Return all lines of the records that contain the word "justify".
....
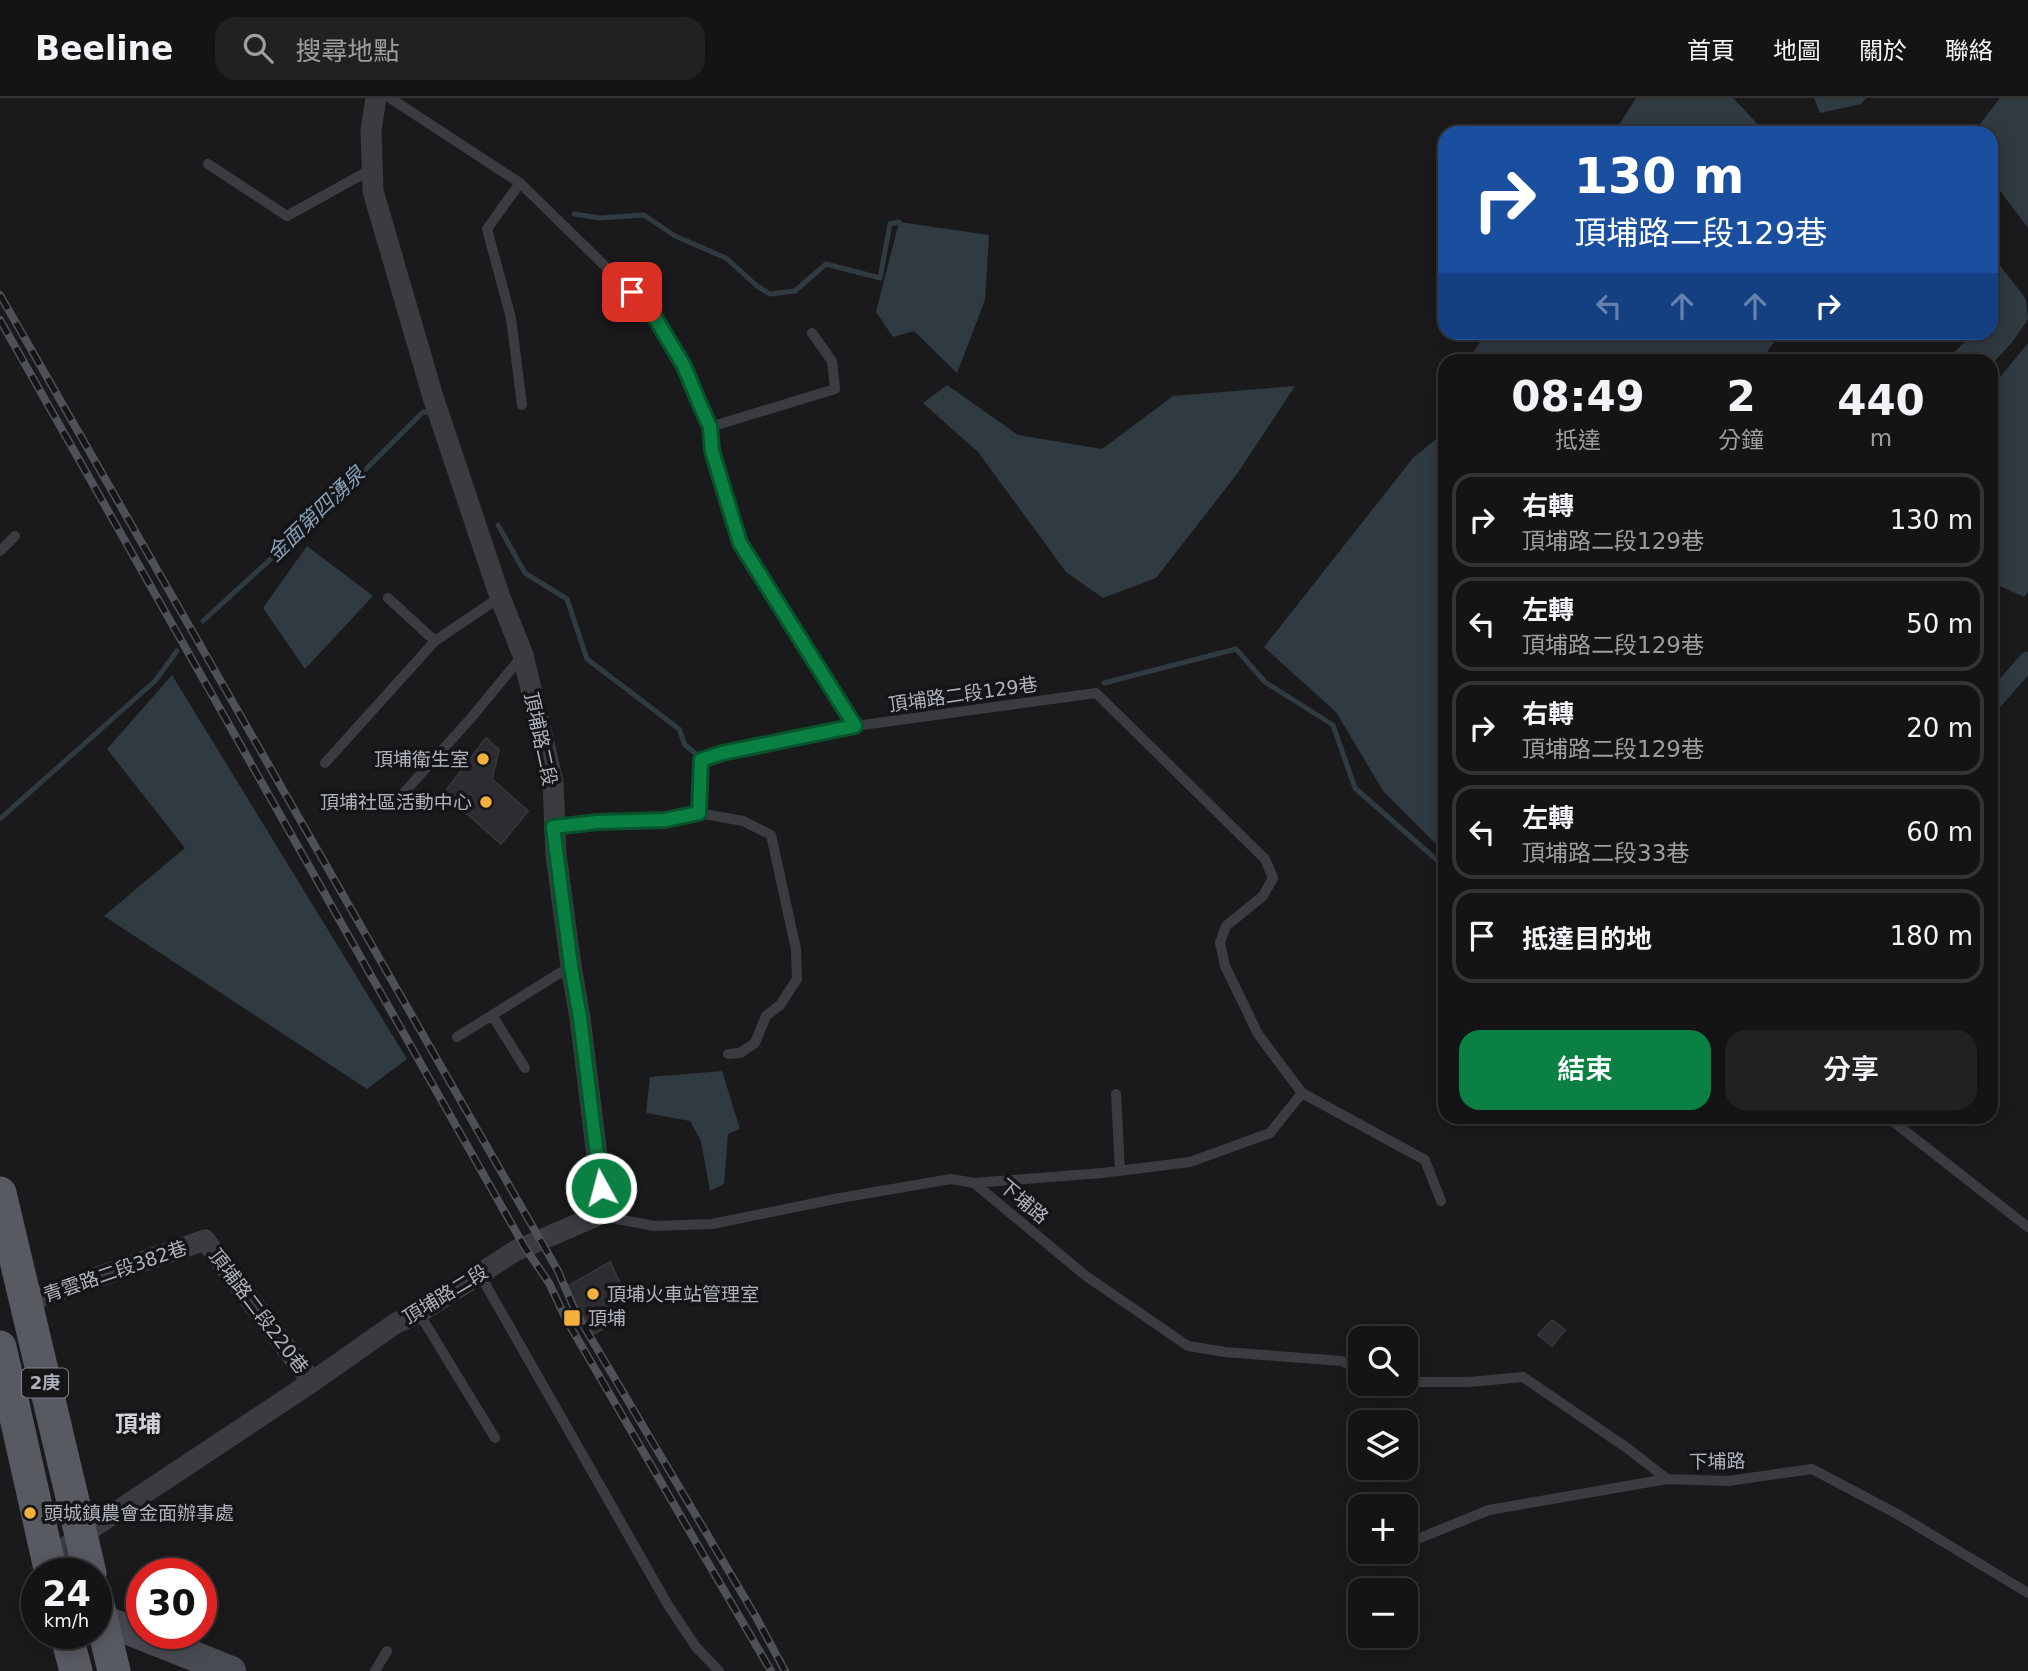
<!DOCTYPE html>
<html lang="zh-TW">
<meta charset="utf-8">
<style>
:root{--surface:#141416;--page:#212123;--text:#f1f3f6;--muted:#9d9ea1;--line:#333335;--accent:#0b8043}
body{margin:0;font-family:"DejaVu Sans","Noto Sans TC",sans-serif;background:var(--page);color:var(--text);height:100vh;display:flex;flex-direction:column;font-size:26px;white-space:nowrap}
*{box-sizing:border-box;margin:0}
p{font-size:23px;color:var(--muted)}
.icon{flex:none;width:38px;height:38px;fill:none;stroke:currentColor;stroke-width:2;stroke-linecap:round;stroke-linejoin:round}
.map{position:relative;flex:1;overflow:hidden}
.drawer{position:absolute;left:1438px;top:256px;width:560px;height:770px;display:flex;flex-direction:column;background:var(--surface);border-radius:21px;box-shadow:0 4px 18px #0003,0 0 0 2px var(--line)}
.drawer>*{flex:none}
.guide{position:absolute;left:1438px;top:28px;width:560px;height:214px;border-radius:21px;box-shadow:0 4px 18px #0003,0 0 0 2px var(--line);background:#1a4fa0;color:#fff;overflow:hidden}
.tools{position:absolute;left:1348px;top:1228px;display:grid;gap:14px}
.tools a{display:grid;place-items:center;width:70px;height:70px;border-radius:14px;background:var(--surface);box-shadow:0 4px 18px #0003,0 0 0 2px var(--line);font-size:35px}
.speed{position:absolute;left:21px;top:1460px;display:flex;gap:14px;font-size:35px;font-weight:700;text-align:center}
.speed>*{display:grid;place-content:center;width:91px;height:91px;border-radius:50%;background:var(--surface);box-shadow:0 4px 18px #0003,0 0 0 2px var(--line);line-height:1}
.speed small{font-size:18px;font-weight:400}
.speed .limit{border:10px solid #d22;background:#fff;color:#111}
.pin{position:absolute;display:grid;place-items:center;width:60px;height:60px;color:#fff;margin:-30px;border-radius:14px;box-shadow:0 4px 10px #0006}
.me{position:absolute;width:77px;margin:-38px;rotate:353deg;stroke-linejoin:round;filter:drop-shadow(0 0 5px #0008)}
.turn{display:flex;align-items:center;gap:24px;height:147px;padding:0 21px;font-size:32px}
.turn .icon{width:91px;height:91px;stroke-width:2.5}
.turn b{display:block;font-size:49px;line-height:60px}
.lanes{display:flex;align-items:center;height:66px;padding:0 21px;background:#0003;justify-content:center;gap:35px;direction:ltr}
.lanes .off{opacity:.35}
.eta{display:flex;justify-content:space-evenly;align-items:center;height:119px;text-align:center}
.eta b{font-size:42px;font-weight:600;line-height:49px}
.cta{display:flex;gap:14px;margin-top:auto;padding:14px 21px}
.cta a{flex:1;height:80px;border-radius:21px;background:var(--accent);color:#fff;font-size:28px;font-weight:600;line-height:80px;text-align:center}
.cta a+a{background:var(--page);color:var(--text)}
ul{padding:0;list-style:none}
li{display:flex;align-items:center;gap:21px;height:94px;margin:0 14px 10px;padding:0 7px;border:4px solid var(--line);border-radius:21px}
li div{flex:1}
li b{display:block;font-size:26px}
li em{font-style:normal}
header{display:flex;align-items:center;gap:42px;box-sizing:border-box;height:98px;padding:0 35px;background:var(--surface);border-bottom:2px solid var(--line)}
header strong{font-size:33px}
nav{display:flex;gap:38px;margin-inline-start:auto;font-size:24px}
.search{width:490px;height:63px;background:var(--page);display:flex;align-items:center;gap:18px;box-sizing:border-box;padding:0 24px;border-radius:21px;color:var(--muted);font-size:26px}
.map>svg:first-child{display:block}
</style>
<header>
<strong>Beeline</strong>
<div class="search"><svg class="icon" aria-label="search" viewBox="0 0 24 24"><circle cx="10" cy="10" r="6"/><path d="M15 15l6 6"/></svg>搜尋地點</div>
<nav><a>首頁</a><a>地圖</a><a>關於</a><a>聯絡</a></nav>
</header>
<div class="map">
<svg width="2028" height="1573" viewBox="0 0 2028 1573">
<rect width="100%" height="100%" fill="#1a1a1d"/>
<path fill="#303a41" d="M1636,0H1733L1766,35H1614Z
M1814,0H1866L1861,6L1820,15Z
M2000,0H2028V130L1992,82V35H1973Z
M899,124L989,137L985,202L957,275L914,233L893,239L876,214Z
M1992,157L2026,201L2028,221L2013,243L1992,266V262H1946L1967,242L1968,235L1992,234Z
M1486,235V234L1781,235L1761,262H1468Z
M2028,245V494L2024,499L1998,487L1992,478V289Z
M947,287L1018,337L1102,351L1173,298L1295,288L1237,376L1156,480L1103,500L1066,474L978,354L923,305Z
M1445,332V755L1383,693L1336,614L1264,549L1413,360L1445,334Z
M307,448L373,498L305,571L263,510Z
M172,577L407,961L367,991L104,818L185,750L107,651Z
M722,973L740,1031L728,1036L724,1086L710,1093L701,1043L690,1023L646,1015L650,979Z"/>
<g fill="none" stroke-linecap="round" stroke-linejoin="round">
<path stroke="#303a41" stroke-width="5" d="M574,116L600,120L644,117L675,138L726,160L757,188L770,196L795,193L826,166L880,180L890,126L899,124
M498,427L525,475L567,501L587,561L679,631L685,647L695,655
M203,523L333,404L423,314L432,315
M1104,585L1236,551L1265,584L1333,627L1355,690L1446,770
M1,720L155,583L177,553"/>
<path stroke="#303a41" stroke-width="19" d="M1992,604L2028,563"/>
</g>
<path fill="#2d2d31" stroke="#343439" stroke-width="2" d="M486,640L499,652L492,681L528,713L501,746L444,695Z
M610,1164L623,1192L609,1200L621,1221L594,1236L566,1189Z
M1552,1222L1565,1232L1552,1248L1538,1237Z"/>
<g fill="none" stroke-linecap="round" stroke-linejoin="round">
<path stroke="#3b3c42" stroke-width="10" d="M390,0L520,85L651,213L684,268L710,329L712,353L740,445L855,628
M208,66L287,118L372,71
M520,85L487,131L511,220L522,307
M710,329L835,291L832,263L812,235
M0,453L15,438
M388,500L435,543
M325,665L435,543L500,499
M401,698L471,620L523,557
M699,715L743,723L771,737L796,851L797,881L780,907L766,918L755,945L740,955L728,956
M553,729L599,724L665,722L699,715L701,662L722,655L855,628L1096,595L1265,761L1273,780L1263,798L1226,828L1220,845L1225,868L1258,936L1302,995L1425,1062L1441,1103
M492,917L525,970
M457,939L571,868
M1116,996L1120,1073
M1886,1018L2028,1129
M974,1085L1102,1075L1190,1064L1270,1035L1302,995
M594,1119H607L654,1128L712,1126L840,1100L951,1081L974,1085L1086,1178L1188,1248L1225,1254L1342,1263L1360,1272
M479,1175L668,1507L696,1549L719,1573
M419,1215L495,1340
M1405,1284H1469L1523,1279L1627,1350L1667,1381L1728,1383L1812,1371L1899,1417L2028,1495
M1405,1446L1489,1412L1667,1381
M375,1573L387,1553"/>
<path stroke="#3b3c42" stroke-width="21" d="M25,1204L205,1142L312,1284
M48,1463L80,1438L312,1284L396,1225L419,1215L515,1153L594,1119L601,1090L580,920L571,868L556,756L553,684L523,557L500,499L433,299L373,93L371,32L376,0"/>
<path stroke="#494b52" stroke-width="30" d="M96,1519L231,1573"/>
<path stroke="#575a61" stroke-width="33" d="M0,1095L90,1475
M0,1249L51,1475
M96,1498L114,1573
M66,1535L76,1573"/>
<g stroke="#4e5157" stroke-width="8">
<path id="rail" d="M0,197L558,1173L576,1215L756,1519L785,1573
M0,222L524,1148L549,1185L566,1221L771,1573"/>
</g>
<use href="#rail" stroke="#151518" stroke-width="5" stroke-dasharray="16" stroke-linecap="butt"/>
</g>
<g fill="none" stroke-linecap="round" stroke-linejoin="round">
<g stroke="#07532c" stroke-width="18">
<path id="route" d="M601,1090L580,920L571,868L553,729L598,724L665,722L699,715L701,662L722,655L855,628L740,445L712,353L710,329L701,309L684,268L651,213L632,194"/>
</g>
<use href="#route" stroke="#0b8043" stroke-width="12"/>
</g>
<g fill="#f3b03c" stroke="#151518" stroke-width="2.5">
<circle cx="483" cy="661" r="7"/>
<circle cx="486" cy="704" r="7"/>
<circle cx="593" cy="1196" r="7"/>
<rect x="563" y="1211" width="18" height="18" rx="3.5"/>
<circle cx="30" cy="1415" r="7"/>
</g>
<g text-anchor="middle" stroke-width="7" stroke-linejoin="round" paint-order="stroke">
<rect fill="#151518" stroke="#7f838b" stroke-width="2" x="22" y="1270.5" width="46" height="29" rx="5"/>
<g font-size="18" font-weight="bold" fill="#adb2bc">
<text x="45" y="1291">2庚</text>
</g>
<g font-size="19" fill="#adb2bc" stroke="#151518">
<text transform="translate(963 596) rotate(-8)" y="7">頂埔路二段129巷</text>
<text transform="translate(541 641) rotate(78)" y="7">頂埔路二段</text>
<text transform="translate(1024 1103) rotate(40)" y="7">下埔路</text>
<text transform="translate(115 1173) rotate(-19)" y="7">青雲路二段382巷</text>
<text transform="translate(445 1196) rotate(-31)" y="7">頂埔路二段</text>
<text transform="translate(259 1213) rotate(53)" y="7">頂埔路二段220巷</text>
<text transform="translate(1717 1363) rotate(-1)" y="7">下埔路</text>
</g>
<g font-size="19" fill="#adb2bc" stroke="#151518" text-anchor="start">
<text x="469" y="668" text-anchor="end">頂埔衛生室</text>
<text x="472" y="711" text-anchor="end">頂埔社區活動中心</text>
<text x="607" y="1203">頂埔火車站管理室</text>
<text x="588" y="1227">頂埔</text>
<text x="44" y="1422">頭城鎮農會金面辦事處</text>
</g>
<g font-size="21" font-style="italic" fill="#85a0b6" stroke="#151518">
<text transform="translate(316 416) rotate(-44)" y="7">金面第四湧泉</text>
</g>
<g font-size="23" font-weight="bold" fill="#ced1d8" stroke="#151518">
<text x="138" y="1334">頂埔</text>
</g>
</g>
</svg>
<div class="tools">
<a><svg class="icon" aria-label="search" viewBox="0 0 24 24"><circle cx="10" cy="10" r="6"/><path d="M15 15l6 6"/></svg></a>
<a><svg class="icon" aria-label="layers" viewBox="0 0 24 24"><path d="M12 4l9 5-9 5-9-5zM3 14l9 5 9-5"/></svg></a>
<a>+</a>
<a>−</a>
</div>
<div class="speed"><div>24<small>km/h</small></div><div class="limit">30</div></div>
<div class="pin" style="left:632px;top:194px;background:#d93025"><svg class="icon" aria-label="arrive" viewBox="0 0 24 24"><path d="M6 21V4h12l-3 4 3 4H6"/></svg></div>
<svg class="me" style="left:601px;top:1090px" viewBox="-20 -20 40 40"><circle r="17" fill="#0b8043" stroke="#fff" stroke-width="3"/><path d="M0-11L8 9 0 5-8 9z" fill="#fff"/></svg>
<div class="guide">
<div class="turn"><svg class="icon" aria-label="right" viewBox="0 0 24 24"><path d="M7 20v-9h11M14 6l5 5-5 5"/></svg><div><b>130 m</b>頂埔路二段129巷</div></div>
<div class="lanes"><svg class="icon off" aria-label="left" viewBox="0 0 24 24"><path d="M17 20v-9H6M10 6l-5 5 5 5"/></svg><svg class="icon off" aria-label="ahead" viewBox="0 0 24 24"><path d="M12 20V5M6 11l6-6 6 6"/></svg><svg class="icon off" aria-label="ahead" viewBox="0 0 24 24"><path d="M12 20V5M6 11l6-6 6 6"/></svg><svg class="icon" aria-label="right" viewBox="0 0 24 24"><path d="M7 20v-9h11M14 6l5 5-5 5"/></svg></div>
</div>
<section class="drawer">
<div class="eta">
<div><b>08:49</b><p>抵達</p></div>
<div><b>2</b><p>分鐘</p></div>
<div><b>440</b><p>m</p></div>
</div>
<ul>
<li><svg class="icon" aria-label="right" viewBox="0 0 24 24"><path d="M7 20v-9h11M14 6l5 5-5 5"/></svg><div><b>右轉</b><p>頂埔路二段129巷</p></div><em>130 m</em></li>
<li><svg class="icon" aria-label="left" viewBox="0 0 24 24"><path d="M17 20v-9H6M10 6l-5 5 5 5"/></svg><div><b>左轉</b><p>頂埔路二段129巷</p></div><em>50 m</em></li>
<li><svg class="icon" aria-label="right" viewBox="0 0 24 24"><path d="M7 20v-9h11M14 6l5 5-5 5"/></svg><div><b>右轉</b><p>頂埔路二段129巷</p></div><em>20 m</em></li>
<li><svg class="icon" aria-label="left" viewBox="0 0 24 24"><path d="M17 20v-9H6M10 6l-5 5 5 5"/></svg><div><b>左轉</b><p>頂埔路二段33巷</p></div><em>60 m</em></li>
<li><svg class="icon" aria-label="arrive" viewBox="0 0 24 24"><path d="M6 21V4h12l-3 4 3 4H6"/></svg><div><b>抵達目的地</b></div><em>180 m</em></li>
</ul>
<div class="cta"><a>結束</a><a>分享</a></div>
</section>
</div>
....
» RESPONSE AREA:
.lanes{display:flex;align-items:center;height:66px;padding:0 21px;background:#0003;justify-content:center;gap:35px;direction:ltr}
.eta{display:flex;justify-content:space-evenly;align-items:center;height:119px;text-align:center}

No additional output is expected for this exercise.